▸ **EXERCISE**
Below is a listing. Quote from it, exactly, the lines from the one containing "0,1010px 48px,932px 18px,921px" down to the one containing "29px,637px 92px,560px 304px,346px", both ends included, and nothing else.
(AVAILABLE RECORDS Opens)
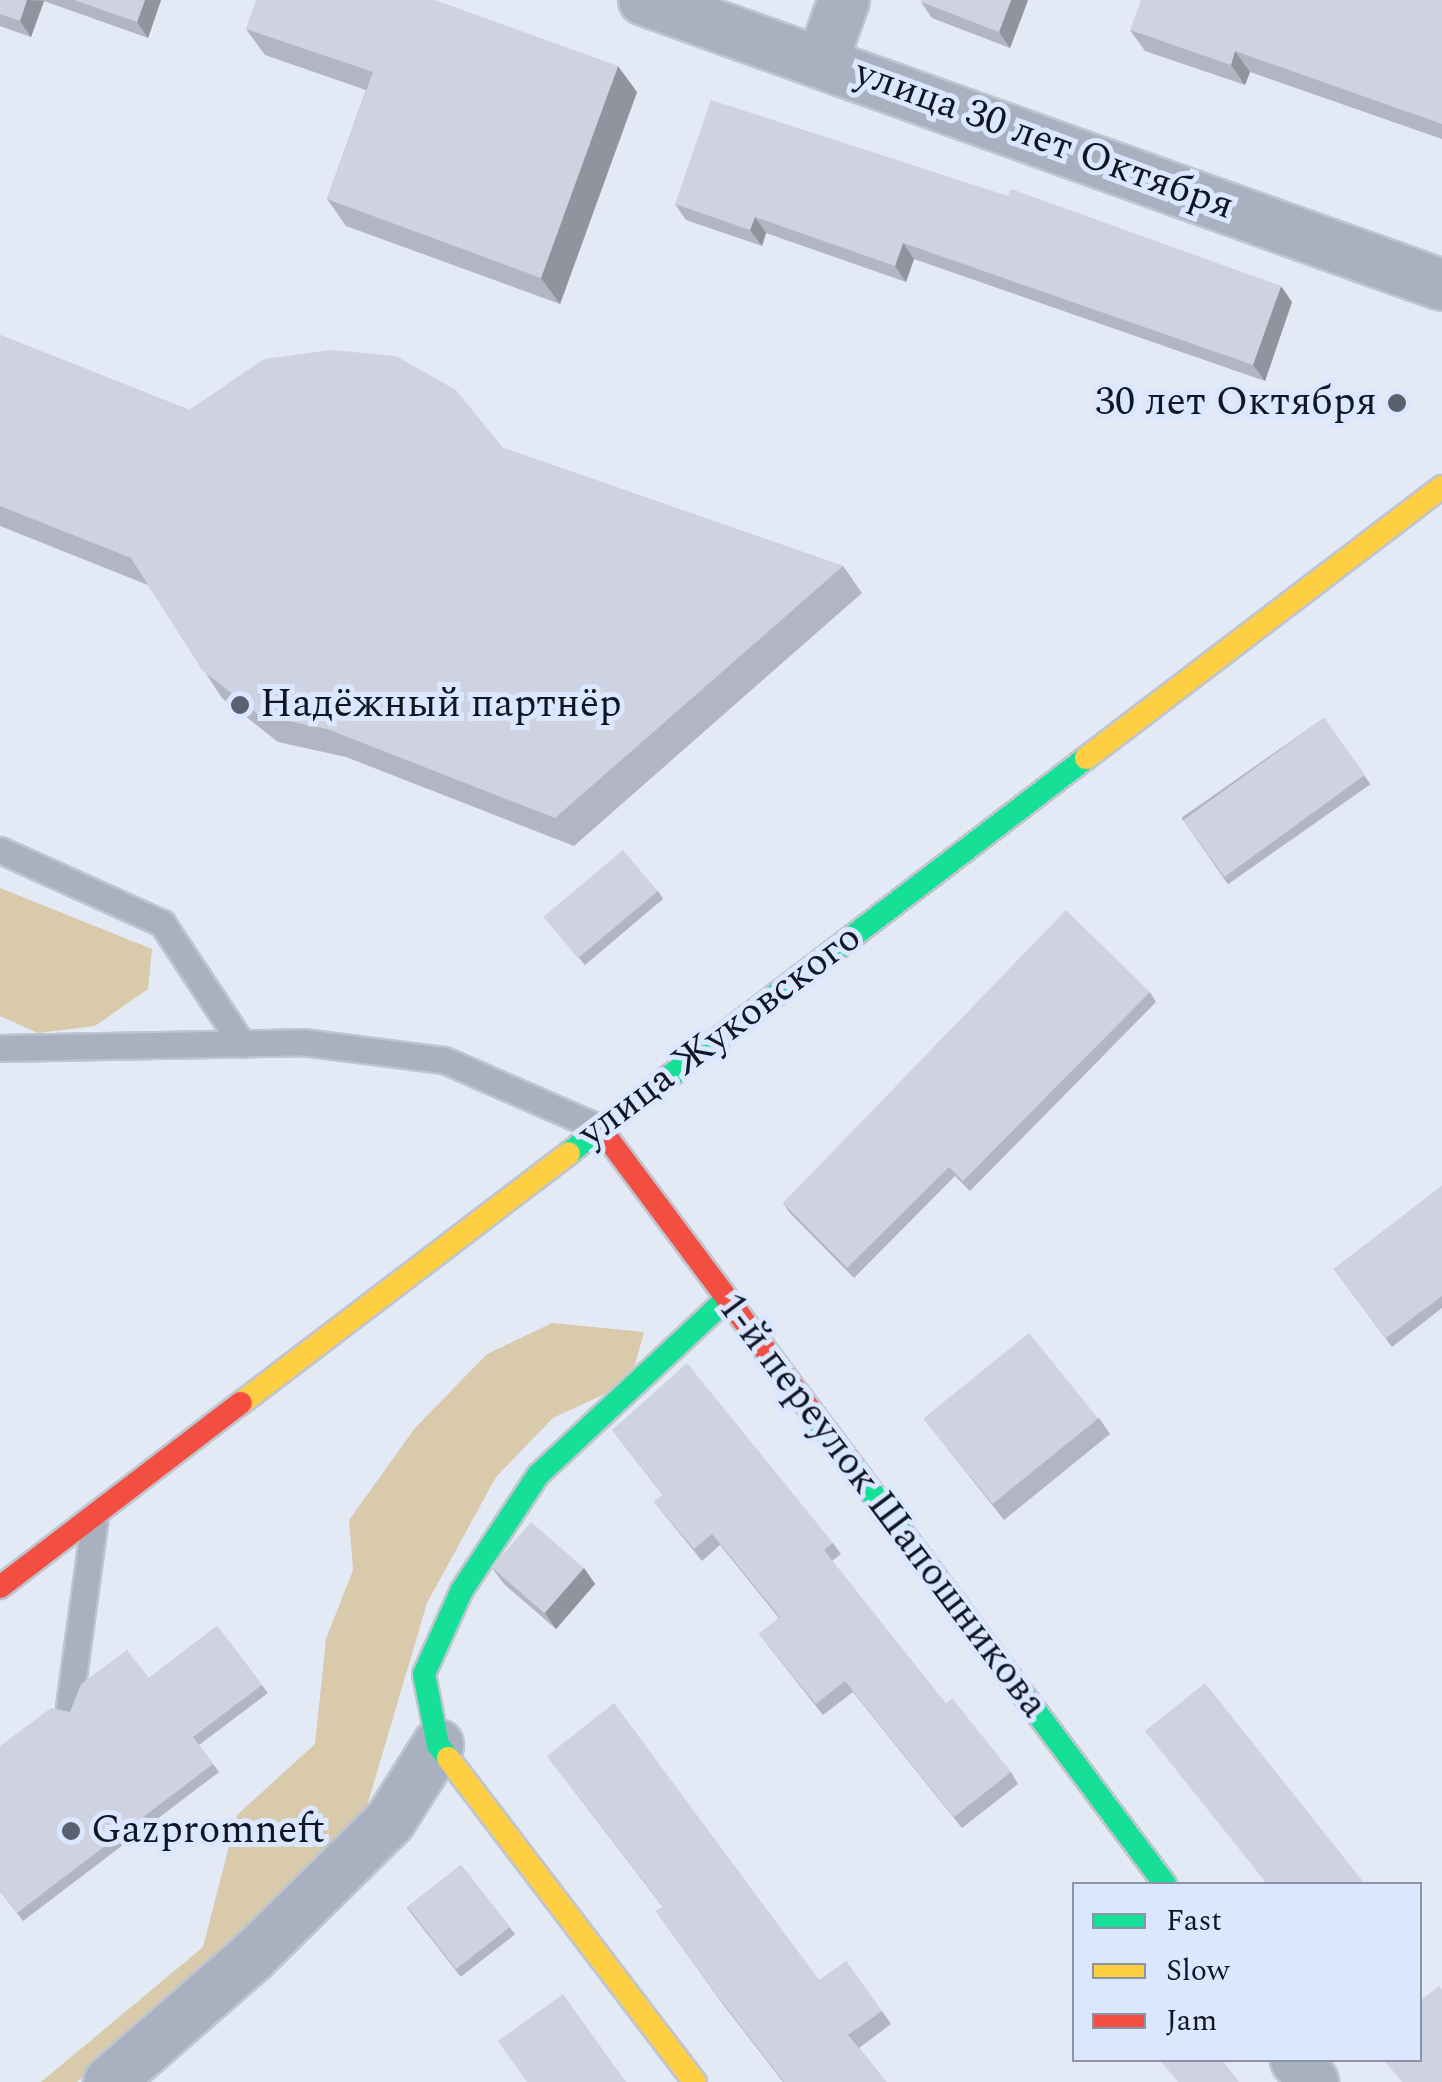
<!DOCTYPE html>
<meta charset="utf-8">
<style>
body{margin:0}
#map{position:relative;width:1442px;height:2082px;overflow:hidden;background:#e3eaf6;font-family:Spectral,serif}
div>[style]{position:absolute}
.green>*{inset:0;background:#d9caab}
.roads{filter:drop-shadow(2px 0 #bfc5cf) drop-shadow(-2px 0 #bfc5cf) drop-shadow(0 2px #bfc5cf) drop-shadow(0 -2px #bfc5cf)}
.lane>*{height:25px;margin:-12.5px;padding:0 12.5px;transform-origin:12.5px;border-radius:12.5px;background:#a9b1c0}
.street>*{height:50px;margin:-25px;padding:0 25px;transform-origin:25px;border-radius:25px;background:#a9b1c0}
.fast>*{height:22px;margin:-11px;padding:0 11px;transform-origin:11px;border-radius:11px;background:#16e098}
.slow>*{height:22px;margin:-11px;padding:0 11px;transform-origin:11px;border-radius:11px;background:#ffcf43}
.jam>*{height:22px;margin:-11px;padding:0 11px;transform-origin:11px;border-radius:11px;background:#f24e42}
.wall>*{inset:0;background:#b2b5c2;transform-origin:0 0}
.shaded-wall>*{inset:0;background:#91939e}
.building>*{inset:0;background:#cfd2e1;transform-origin:0 0}
.dots>*{width:28px;height:28px;translate:-50% -50%;box-sizing:border-box;border:5px solid #dbe7fe;border-radius:50%}
span{translate:-50% -50%;white-space:nowrap;text-align:center;line-height:1.15;-webkit-text-stroke:10px #dbe7fe;paint-order:stroke}
.street-label{font-size:40px;color:#101624}
.poi-label{font-size:40px;color:#101624}
.right{translate:-100% -50%;text-align:right}
.left{translate:0 -50%;text-align:left}
.legend{position:absolute;left:1072px;top:1882px;width:350px;height:180px;box-sizing:border-box;background:#dbe7fe;border:2px solid #8a93a7;margin:0;padding:12px 18px;list-style:none;font-size:30px;color:#101624}
.legend li{display:flex;align-items:center;gap:20px;height:50px}
.legend b{width:50px;border:2px solid #8a93a7}
</style>
<div id="map">
<div class="green">
<i style="clip-path:polygon(0 888px,152px 949px,148px 989px,95px 1026px,38px 1033px,0 1016px)"></i>
<i style="clip-path:polygon(552px 1323px,644px 1332px,635px 1365px,607px 1393px,553px 1418px,496px 1477px,427px 1603px,362px 1823px,149px 2027px,77px 2082px,41px 2082px,203px 1947px,237px 1815px,315px 1744px,326px 1639px,353px 1570px,349px 1520px,415px 1428px,487px 1354px)"></i>
</div>
<div class="roads">
<div class="lane">
<i style="left:0;top:850px;width:178px;rotate:24.3deg"></i>
<i style="left:162px;top:923px;width:145px;rotate:56.5deg"></i>
<i style="left:0;top:1048px;width:303px;rotate:-1.1deg"></i>
<i style="left:303px;top:1042px;width:142px;rotate:7.3deg"></i>
<i style="left:444px;top:1060px;width:170px;rotate:23.6deg"></i>
<i style="left:69px;top:1706px;width:185px;rotate:-82.2deg"></i>
</div>
<div class="street">
<i style="left:644px;top:0;width:847px;rotate:19.65deg"></i>
<i style="left:823px;top:59px;width:63px;rotate:-70.4deg"></i>
<i style="left:1296px;top:2060px;width:28px;rotate:52deg"></i>
<i style="left:109px;top:2082px;width:190px;rotate:-41.2deg"></i>
<i style="left:252px;top:1957px;width:194px;rotate:-44.6deg"></i>
<i style="left:390px;top:1821px;width:90px;rotate:-57.7deg"></i>
</div>
<div class="fast">
<i style="left:569px;top:1153px;width:651px;rotate:-37.38deg"></i>
<i style="left:811px;top:1411px;width:591px;rotate:53.19deg"></i>
<i style="left:448px;top:1758px;width:16px;rotate:-128deg"></i>
<i style="left:438px;top:1745px;width:72px;rotate:-101.2deg"></i>
<i style="left:424px;top:1674px;width:92px;rotate:-65.7deg"></i>
<i style="left:462px;top:1590px;width:138px;rotate:-56.5deg"></i>
<i style="left:538px;top:1475px;width:258px;rotate:-43deg"></i>
</div>
<div class="slow">
<i style="left:1086px;top:758px;width:447px;rotate:-37.3deg"></i>
<i style="left:241px;top:1403px;width:412px;rotate:-37.3deg"></i>
<i style="left:448px;top:1758px;width:407px;rotate:52.7deg"></i>
</div>
<div class="jam">
<i style="left:600px;top:1128px;width:353px;rotate:53.3deg"></i>
<i style="left:0;top:1587px;width:303px;rotate:-37.4deg"></i>
</div>
</div>
<div class="wall">
<i style="clip-path:polygon(0 0,161px 0,148px 38px,44px 1px,31px 37px,0 26px)"></i>
<i style="clip-path:polygon(1028px 0,1010px 48px,932px 18px,921px 2px)"></i>
<i style="clip-path:polygon(1442px 0,1442px 139px,1250px 72px,1245px 85px,1145px 51px,1130px 30px)"></i>
<i style="clip-path:polygon(246px 29px,637px 92px,560px 304px,346px 226px,327px 199px,366px 90px,265px 55px)"></i>
<i style="clip-path:polygon(675px 204px,1292px 302px,1265px 381px,914px 259px,906px 282px,766px 233px,762px 246px,686px 220px)"></i>
<i style="clip-path:polygon(0 335px,189px 410px,503px 448px,843px 566px,862px 593px,574px 846px,346px 757px,278px 742px,222px 698px,148px 585px,0 526px)"></i>
<i style="left:1324px;top:718px;width:81px;height:174px;rotate:55deg"></i>
<i style="clip-path:polygon(658px 891px,663px 899px,585px 965px,544px 917px)"></i>
<i style="clip-path:polygon(1150px 992px,1156px 1002px,970px 1191px,955px 1176px,854px 1278px,790px 1213px,783px 1203px)"></i>
<i style="clip-path:polygon(1442px 1186px,1442px 1308px,1392px 1347px,1334px 1269px)"></i>
<i style="clip-path:polygon(1099px 1418px,1110px 1434px,1004px 1520px,924px 1419px)"></i>
<i style="clip-path:polygon(612px 1430px,833px 1543px,841px 1554px,832px 1561px,946px 1704px,1011px 1772px,1018px 1784px,962px 1828px,853px 1692px,823px 1715px,759px 1634px,779px 1618px,720px 1545px,702px 1561px,654px 1502px,663px 1495px)"></i>
<i style="clip-path:polygon(492px 1568px,584px 1568px,595px 1584px,556px 1629px,504px 1584px)"></i>
<i style="clip-path:polygon(217px 1626px,268px 1693px,199px 1745px,219px 1772px,23px 1921px,0 1891px,70px 1712px,149px 1678px)"></i>
<i style="clip-path:polygon(547px 1756px,819px 1980px,882px 2011px,891px 2024px,859px 2048px,886px 2082px,783px 2082px,722px 2003px,656px 1911px,663px 1907px)"></i>
<i style="left:461px;top:1865px;width:88px;height:69px;rotate:52deg"></i>
</div>
<div class="shaded-wall">
<i style="clip-path:polygon(27px 0,44px 1px,31px 37px,20px 21px)"></i>
<i style="clip-path:polygon(145px 0,161px 0,148px 38px,137px 22px)"></i>
<i style="clip-path:polygon(1011px 0,1028px 0,1010px 48px,999px 32px)"></i>
<i style="clip-path:polygon(1235px 51px,1250px 72px,1245px 85px,1231px 65px)"></i>
<i style="clip-path:polygon(618px 66px,637px 92px,560px 304px,541px 278px)"></i>
<i style="clip-path:polygon(755px 217px,766px 233px,762px 246px,750px 230px)"></i>
<i style="clip-path:polygon(903px 243px,914px 259px,906px 282px,895px 266px)"></i>
<i style="clip-path:polygon(1281px 286px,1292px 302px,1265px 381px,1253px 365px)"></i>
<i style="clip-path:polygon(584px 1568px,595px 1584px,556px 1629px,545px 1613px)"></i>
</div>
<div class="building">
<i style="clip-path:polygon(0 0,27px 0,20px 21px,0 14px)"></i>
<i style="clip-path:polygon(74px 0,145px 0,137px 22px)"></i>
<i style="clip-path:polygon(256px 0,435px 0,618px 66px,541px 278px,327px 199px,373px 72px,246px 29px)"></i>
<i style="clip-path:polygon(921px 0,1011px 0,999px 32px,921px 2px)"></i>
<i style="clip-path:polygon(1141px 0,1442px 0,1442px 124px,1235px 51px,1231px 65px,1130px 30px)"></i>
<i style="clip-path:polygon(711px 100px,1008px 196px,1011px 189px,1281px 286px,1253px 365px,903px 243px,895px 266px,755px 217px,750px 230px,675px 204px)"></i>
<i style="clip-path:polygon(0 335px,189px 410px,264px 359px,332px 350px,396px 356px,456px 390px,503px 448px,843px 566px,555px 818px,327px 729px,259px 715px,202px 670px,131px 558px,0 506px)"></i>
<i style="left:1324px;top:718px;width:70px;height:174px;rotate:54deg"></i>
<i style="left:623px;top:850px;width:54px;height:104px;rotate:50deg"></i>
<i style="clip-path:polygon(1066px 910px,1150px 992px,963px 1181px,949px 1167px,847px 1268px,783px 1203px)"></i>
<i style="clip-path:polygon(1442px 1186px,1442px 1296px,1386px 1338px,1334px 1269px)"></i>
<i style="left:1029px;top:1333px;width:110px;height:136px;rotate:51deg"></i>
<i style="clip-path:polygon(687px 1363px,833px 1543px,824px 1550px,946px 1704px,952px 1698px,1011px 1772px,954px 1817px,845px 1681px,816px 1704px,759px 1634px,780px 1617px,712px 1534px,694px 1549px,654px 1502px,663px 1494px,612px 1430px)"></i>
<i style="left:531px;top:1522px;width:70px;height:60px;rotate:41deg"></i>
<i style="clip-path:polygon(217px 1626px,262px 1685px,193px 1737px,213px 1764px,17px 1913px,0 1890px,0 1746px,51px 1708px,70px 1712px,81px 1684px,127px 1650px,149px 1678px)"></i>
<i style="clip-path:polygon(1205px 1683px,1365px 1884px,1267px 1884px,1145px 1731px)"></i>
<i style="clip-path:polygon(614px 1703px,819px 1980px,846px 1961px,882px 2011px,848px 2035px,886px 2082px,784px 2082px,713px 1990px,656px 1911px,663px 1906px,547px 1756px)"></i>
<i style="left:461px;top:1865px;width:79px;height:68px;rotate:52deg"></i>
<i style="clip-path:polygon(1439px 1986px,1442px 1989px,1442px 2082px,1402px 2082px,1384px 2060px,1420px 2060px,1420px 2001px)"></i>
<i style="clip-path:polygon(563px 1994px,626px 2082px,527px 2082px,498px 2041px)"></i>
<i style="clip-path:polygon(1160px 2060px,1222px 2060px,1239px 2082px,1178px 2082px)"></i>
</div>
<div class="dots">
<i style="left:1397px;top:403px;background:#5a606e"></i>
<i style="left:240px;top:705px;background:#5a606e"></i>
<i style="left:71px;top:1831px;background:#5a606e"></i>
</div>
<div class="street-label">
<span style="left:1044px;top:140px;rotate:20deg">улица 30 лет Октября</span>
<span style="left:720px;top:1036px;rotate:-37deg">улица Жуковского</span>
<span style="left:882px;top:1506px;rotate:53deg">1-й переулок Шапошникова</span>
</div>
<div class="poi-label">
<span class="right" style="left:1377px;top:403px">30 лет Октября</span>
<span class="left" style="left:260px;top:705px">Надёжный партнёр</span>
<span class="left" style="left:91px;top:1831px">Gazpromneft</span>
</div>
<ul class="legend">
<li><b style="height:12px;background:#16e098"></b>Fast</li>
<li><b style="height:12px;background:#ffcf43"></b>Slow</li>
<li><b style="height:12px;background:#f24e42"></b>Jam</li>
</ul>
</div>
(AVAILABLE RECORDS Closes)
▸ **EXERCISE RESPONSE**
<i style="clip-path:polygon(1028px 0,1010px 48px,932px 18px,921px 2px)"></i>
<i style="clip-path:polygon(1442px 0,1442px 139px,1250px 72px,1245px 85px,1145px 51px,1130px 30px)"></i>
<i style="clip-path:polygon(246px 29px,637px 92px,560px 304px,346px 226px,327px 199px,366px 90px,265px 55px)"></i>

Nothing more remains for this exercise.